An open relationship could be maintained by any couple, heterosexual or gay, married or live-in, staying together or living apart, and it makes space for a variety of other sexually satisfying encounters: short dalliances or sustained alliances with members of the same or opposite sex.
Among those perplexed by popular cynicism about the phenomenon is Saleem Kidwai, a scholar of medieval Indian history, who has written about gay practices in Islamic societies, and is co-editor of the book Same-sex Love in India: Readings from Literature and History. “Look at the quantum of non-marital sex happening everywhere,” he says.
Upholders of an open relationship are emphatic that it is not just about carnal fulfillment. It has an emotional facet, and there are codes of conduct that govern such a relationship— it is not a licence for free sex. Most couples devise their own set of rules. To begin with, the primacy of their own relationship is a must. Under this ‘partner prerogative’ rule, each must always be there for the other. Other terms could vary from a set of disclosure norms on identities, etcetera (with limits on intimate details) to keeping common friends out of the picture. “I would hate it if my best friend were to discuss my husband’s performance in bed with me over a cup of tea,” says a 38-year-old academic who lives in north Delhi. She has been married for 12 years to a merchant navy captain, and the past ten years of this relationship have been open.

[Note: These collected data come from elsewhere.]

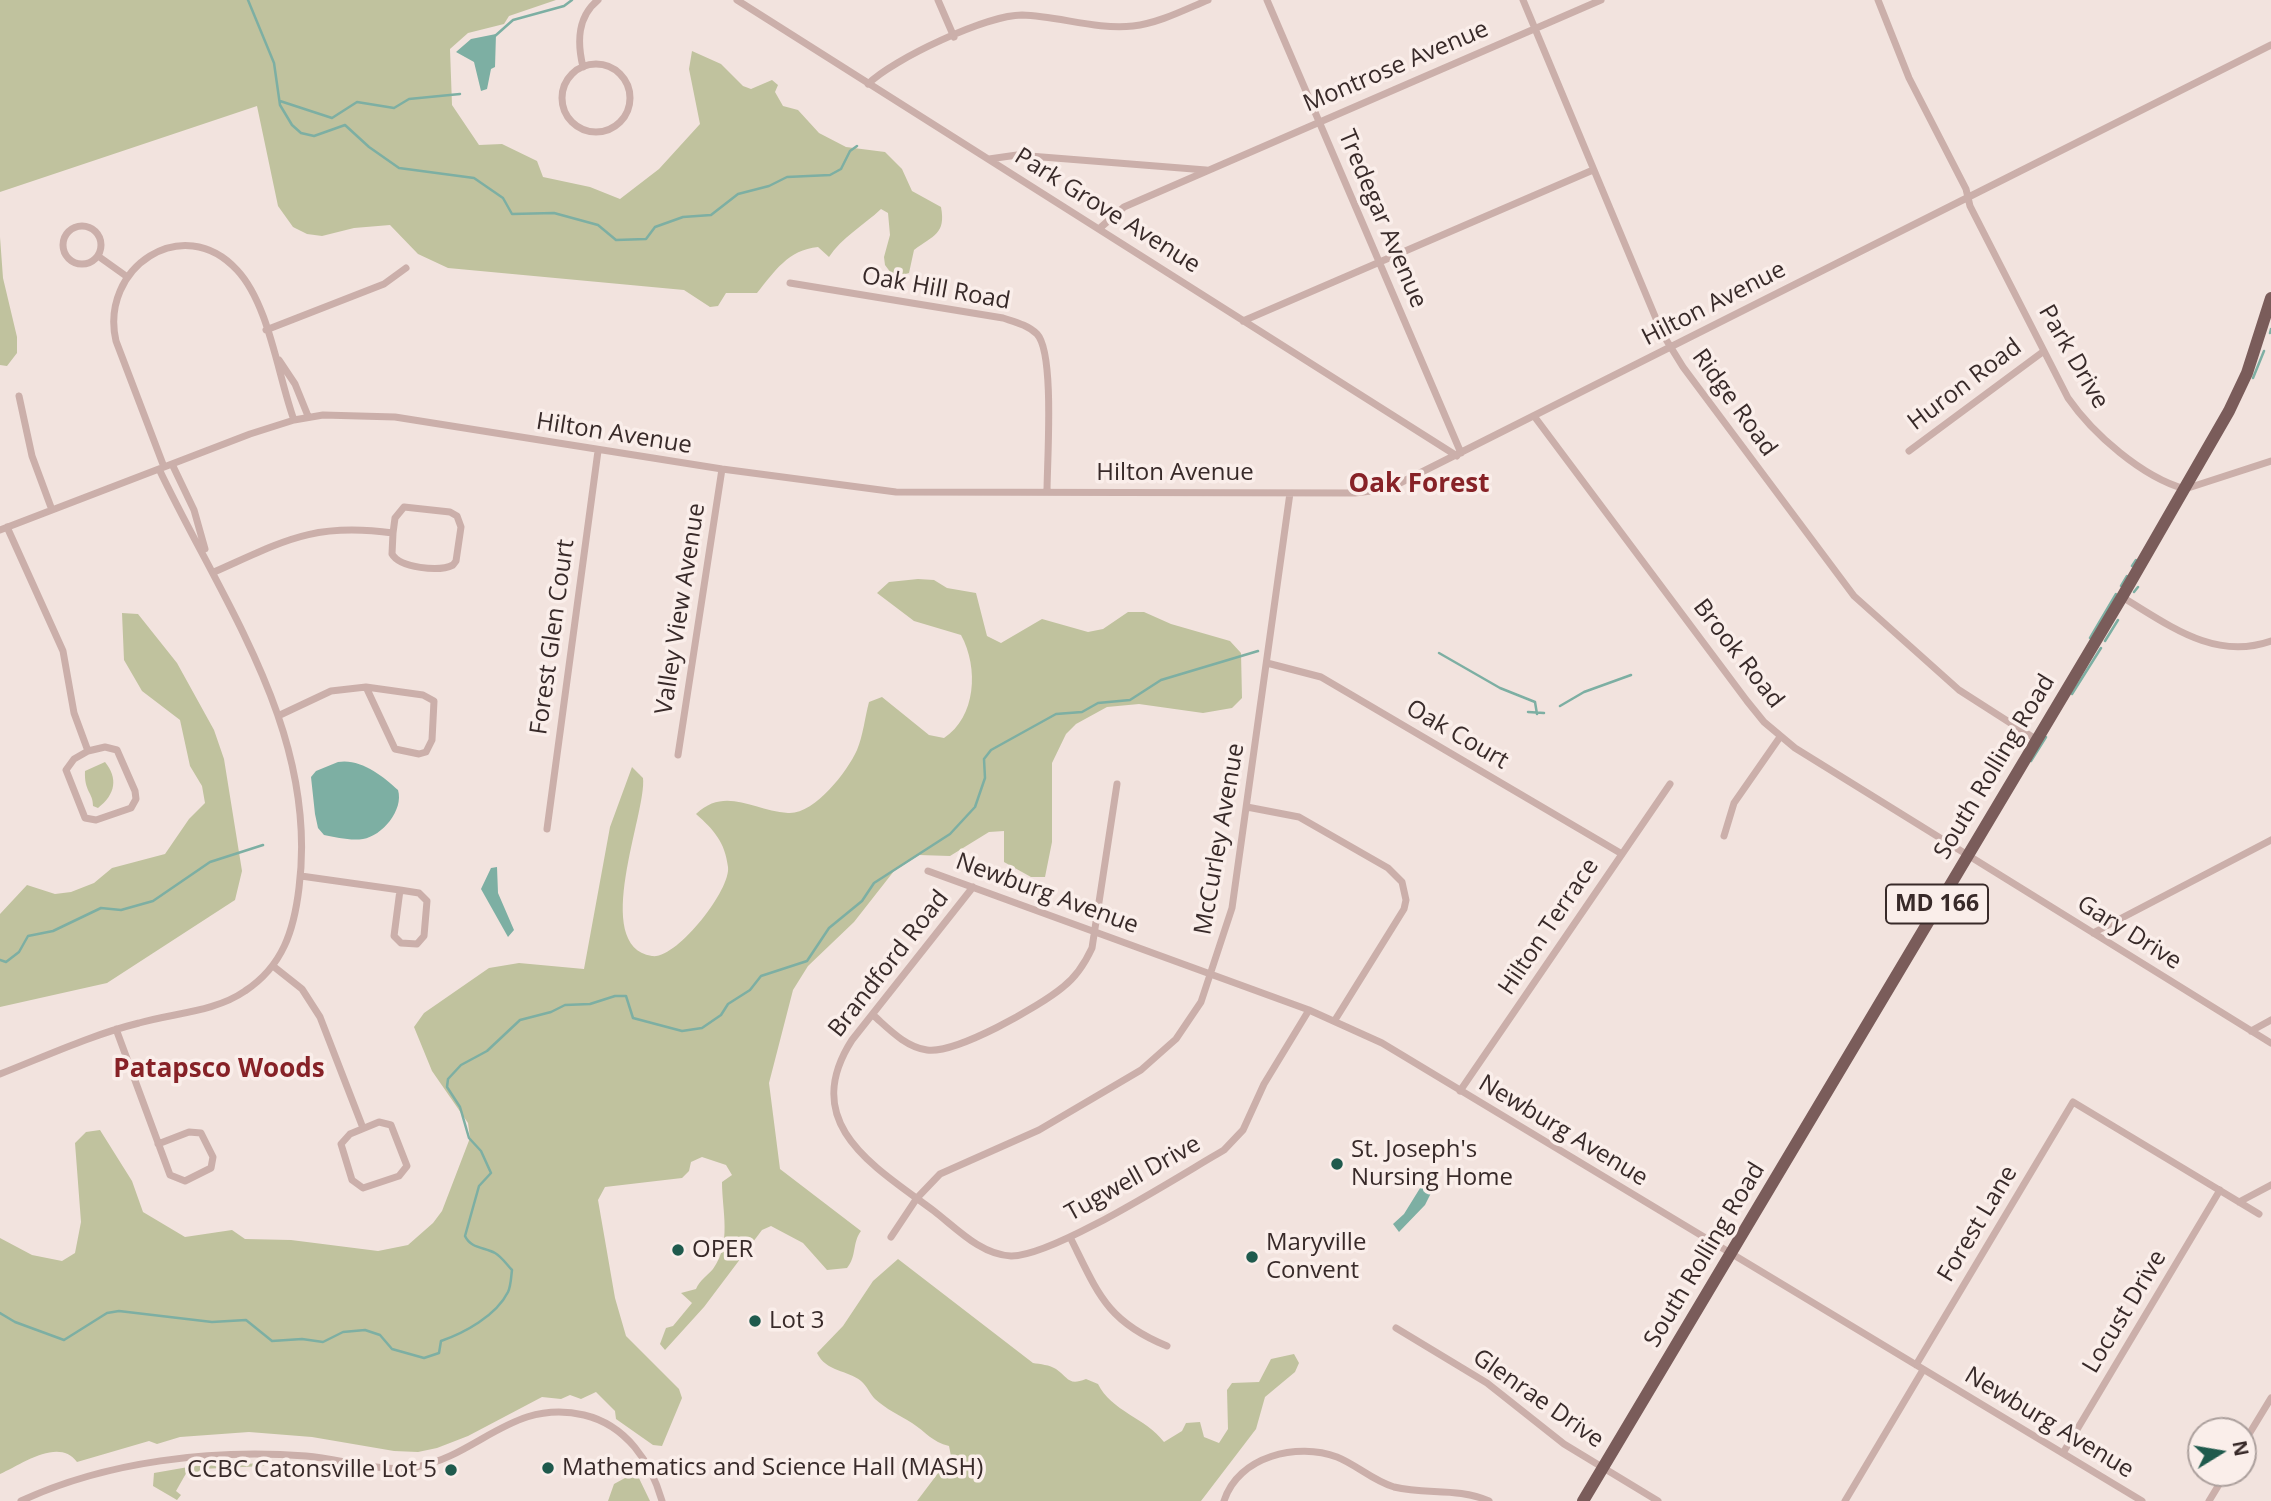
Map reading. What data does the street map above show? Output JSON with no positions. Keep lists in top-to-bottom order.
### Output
{
  "streets": {
    "main road": ["South Rolling Road", "MD 166"],
    "street": [
      "Montrose Avenue",
      "Park Grove Avenue",
      "Tredegar Avenue",
      "Oak Hill Road",
      "Hilton Avenue",
      "Park Drive",
      "Huron Road",
      "Ridge Road",
      "Valley View Avenue",
      "Forest Glen Court",
      "Brook Road",
      "Oak Court",
      "McCurley Avenue",
      "Newburg Avenue",
      "Hilton Terrace",
      "Gary Drive",
      "Brandford Road",
      "Tugwell Drive",
      "Forest Lane",
      "Locust Drive",
      "Glenrae Drive"
    ]
  },
  "crossings": [
    ["Montrose Avenue", "Park Grove Avenue"],
    ["Montrose Avenue", "Tredegar Avenue"],
    ["Montrose Avenue", "Ridge Road"],
    ["Park Grove Avenue", "Tredegar Avenue"],
    ["Park Grove Avenue", "Hilton Avenue"],
    ["Tredegar Avenue", "Hilton Avenue"],
    ["Oak Hill Road", "Hilton Avenue"],
    ["Hilton Avenue", "Park Drive"],
    ["Hilton Avenue", "Ridge Road"],
    ["Hilton Avenue", "Valley View Avenue"],
    ["Hilton Avenue", "Forest Glen Court"],
    ["Hilton Avenue", "Brook Road"],
    ["Hilton Avenue", "McCurley Avenue"],
    ["Park Drive", "Huron Road"],
    ["Park Drive", "South Rolling Road"],
    ["Ridge Road", "South Rolling Road"],
    ["Brook Road", "South Rolling Road"],
    ["Brook Road", "Gary Drive"],
    ["Oak Court", "McCurley Avenue"],
    ["Oak Court", "Hilton Terrace"],
    ["South Rolling Road", "Newburg Avenue"],
    ["South Rolling Road", "Gary Drive"],
    ["South Rolling Road", "Glenrae Drive"],
    ["McCurley Avenue", "Newburg Avenue"],
    ["McCurley Avenue", "Brandford Road"],
    ["McCurley Avenue", "Tugwell Drive"],
    ["Newburg Avenue", "Hilton Terrace"],
    ["Newburg Avenue", "Brandford Road"],
    ["Newburg Avenue", "Tugwell Drive"],
    ["Newburg Avenue", "Forest Lane"],
    ["Newburg Avenue", "Locust Drive"],
    ["Brandford Road", "Tugwell Drive"],
    ["Forest Lane", "Locust Drive"]
  ],
  "districts": ["Oak Forest", "Patapsco Woods"],
  "places": [
    "St. Joseph's Nursing Home",
    "OPER",
    "Maryville Convent",
    "Lot 3",
    "Mathematics and Science Hall (MASH)",
    "CCBC Catonsville Lot 5"
  ],
  "north": "right"
}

While such rules safeguard the relationship, some argue— counter-intuitively—that the openness actually consolidates it. “Among gay-men couples,” says Kidwai, “an open relationship actually helps cement ties between them.” The same could be said of heterosexual and bisexual couples as well. Despite claims about evolution having encoded males with a special preference for multiple partners, modern mores of gender equality suggest that the emotional dynamics between any two partners are universal, whatever their gender or sexual orientation.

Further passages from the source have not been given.